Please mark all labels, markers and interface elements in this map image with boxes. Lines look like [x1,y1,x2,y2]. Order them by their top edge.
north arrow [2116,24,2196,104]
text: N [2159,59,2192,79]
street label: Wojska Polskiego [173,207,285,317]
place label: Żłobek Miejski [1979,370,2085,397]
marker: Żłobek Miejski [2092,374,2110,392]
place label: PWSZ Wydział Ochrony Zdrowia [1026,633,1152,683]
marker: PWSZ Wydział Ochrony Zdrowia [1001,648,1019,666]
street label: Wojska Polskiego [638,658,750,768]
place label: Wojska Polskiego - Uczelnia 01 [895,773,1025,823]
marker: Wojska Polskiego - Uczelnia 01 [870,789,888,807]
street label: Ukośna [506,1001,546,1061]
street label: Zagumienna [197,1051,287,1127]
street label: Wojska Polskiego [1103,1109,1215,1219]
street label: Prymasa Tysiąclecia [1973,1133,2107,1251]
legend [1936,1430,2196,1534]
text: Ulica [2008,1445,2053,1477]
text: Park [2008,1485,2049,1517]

* * * * * * *

## EXERCISE OBJECTIVE
The answer is every entry, repeated word for word.

## ANSWER TO THIS EXERCISE
Please mark all labels, markers and interface elements in this map image with boxes. Lines look like [x1,y1,x2,y2]. Order them by their top edge.
north arrow [2116,24,2196,104]
text: N [2159,59,2192,79]
street label: Wojska Polskiego [173,207,285,317]
place label: Żłobek Miejski [1979,370,2085,397]
marker: Żłobek Miejski [2092,374,2110,392]
place label: PWSZ Wydział Ochrony Zdrowia [1026,633,1152,683]
marker: PWSZ Wydział Ochrony Zdrowia [1001,648,1019,666]
street label: Wojska Polskiego [638,658,750,768]
place label: Wojska Polskiego - Uczelnia 01 [895,773,1025,823]
marker: Wojska Polskiego - Uczelnia 01 [870,789,888,807]
street label: Ukośna [506,1001,546,1061]
street label: Zagumienna [197,1051,287,1127]
street label: Wojska Polskiego [1103,1109,1215,1219]
street label: Prymasa Tysiąclecia [1973,1133,2107,1251]
legend [1936,1430,2196,1534]
text: Ulica [2008,1445,2053,1477]
text: Park [2008,1485,2049,1517]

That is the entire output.